The Impact of Data Filtration on the Accuracy of Multiple Time-Domain Forecasting for Photovoltaic Power Plants Generation

Abstract
The paper reports the forecasting model for multiple time-domain photovoltaic power plants, developed in response to the necessity of bad weather days’ accurate and robust power generation forecasting. We provide a brief description of the piloted short-term forecasting system and place under close scrutiny the main sources of photovoltaic power plants’ generation forecasting errors. The effectiveness of the empirical approach versus unsupervised learning was investigated in application to source data filtration in order to improve the power generation forecasting accuracy for unstable weather conditions. The k-nearest neighbors’ methodology was justified to be optimal for initial data filtration, based on the clusterization results, associated with peculiar weather and seasonal conditions.
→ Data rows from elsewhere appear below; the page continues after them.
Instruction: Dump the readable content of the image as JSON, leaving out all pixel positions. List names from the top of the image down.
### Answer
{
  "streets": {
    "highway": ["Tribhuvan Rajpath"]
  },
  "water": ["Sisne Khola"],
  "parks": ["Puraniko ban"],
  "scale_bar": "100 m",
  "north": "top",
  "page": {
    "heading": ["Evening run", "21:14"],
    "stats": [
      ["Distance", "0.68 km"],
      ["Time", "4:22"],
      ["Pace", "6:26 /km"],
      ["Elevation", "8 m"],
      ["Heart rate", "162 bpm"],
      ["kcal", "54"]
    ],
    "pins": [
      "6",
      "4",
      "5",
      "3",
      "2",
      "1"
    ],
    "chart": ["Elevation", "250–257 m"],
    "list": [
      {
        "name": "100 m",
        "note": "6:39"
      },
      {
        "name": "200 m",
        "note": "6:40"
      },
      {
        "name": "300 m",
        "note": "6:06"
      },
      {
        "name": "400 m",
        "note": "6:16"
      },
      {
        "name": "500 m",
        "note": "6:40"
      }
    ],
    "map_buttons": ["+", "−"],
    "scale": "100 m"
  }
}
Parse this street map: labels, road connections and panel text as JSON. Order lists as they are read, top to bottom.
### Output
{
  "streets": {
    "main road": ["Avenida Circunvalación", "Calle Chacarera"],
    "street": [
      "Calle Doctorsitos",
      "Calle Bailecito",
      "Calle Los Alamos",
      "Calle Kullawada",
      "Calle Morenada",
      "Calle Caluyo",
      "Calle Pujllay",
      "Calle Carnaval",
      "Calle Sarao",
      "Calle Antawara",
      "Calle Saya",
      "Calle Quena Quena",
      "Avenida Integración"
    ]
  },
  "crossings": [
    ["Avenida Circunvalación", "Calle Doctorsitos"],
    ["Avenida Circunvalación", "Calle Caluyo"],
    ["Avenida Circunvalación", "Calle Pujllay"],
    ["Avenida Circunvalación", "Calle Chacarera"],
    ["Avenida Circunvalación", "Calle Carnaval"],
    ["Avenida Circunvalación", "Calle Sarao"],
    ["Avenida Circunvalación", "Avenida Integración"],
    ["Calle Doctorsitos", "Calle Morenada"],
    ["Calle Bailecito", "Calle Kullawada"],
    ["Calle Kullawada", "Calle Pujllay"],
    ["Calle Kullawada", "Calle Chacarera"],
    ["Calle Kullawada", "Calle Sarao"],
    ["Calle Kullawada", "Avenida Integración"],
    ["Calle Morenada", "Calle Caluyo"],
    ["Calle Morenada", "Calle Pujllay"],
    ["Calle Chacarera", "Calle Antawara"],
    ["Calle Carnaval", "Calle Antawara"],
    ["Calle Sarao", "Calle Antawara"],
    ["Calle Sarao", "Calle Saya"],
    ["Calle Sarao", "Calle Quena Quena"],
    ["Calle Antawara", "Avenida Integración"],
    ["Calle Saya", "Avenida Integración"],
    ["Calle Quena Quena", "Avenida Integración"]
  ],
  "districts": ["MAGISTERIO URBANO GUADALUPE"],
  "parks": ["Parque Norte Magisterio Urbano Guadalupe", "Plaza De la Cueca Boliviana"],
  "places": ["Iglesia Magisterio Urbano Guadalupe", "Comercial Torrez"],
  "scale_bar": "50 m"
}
The photovoltaic power plants’ forecasting accuracy improvement was further investigated for a one hour-ahead time-domain. It was proved that operational forecasting could be implemented based on the results of short-term day-ahead forecast mismatches predictions, which form the basis for multiple time-domain integrated forecasting tools. After a comparison of multiple time series forecasting approaches, operational forecasting was realized based on the second-order autoregression function and applied to short-term forecasting errors with the resulting accuracy of 87%. In the concluding part of the article the authors from the points of view of computational efficiency and scalability proposed the hardware system composition.